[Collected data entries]

[Start of Attachment]

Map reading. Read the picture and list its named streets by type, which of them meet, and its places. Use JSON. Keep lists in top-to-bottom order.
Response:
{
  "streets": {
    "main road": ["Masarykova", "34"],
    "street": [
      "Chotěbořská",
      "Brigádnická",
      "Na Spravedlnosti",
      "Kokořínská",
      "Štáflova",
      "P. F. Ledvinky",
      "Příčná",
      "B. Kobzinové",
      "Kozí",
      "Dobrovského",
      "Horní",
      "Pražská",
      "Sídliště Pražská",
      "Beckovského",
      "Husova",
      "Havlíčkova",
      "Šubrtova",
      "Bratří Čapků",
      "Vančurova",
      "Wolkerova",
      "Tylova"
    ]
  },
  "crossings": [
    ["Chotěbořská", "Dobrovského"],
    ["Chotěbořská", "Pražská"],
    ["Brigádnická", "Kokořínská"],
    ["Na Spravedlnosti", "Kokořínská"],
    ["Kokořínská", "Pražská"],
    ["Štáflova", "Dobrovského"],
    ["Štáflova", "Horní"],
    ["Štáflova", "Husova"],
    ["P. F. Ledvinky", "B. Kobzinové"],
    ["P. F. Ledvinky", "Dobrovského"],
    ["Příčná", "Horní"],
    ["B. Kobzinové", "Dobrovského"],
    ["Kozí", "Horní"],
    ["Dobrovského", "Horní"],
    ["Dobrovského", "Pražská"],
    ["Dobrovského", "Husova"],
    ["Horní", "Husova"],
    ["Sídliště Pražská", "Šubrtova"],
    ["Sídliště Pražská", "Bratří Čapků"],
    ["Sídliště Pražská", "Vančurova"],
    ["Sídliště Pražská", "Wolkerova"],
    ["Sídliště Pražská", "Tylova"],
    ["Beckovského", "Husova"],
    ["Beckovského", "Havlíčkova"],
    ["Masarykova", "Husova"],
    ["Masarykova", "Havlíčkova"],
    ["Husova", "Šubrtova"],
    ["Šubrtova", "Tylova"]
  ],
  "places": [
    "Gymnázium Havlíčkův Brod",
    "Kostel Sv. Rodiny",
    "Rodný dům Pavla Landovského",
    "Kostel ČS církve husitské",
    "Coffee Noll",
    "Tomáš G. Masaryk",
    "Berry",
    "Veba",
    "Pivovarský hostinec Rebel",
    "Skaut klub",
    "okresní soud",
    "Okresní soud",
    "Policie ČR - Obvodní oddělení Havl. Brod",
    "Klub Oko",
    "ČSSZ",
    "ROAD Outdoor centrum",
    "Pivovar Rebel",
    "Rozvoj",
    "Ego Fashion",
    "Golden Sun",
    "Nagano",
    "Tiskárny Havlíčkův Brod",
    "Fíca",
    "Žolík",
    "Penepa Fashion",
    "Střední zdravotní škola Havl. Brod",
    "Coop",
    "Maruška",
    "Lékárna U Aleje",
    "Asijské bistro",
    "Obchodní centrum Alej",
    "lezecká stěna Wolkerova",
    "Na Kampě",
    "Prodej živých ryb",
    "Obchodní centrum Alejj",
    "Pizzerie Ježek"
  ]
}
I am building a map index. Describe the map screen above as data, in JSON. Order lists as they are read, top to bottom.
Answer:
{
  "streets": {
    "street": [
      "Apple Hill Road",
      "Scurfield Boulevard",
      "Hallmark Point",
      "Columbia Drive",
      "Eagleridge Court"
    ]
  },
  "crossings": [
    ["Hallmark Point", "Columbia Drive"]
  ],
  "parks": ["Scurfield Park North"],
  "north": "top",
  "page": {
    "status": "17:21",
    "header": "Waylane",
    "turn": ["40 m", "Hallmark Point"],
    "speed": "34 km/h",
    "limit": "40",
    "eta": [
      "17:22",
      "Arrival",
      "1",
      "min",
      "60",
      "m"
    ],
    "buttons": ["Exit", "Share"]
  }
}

[End of Attachment]

* Instructions to follow
In the records above, collect each line with "Masarykova".

* Result
    "main road": ["Masarykova", "34"],
    ["Masarykova", "Husova"],
    ["Masarykova", "Havlíčkova"],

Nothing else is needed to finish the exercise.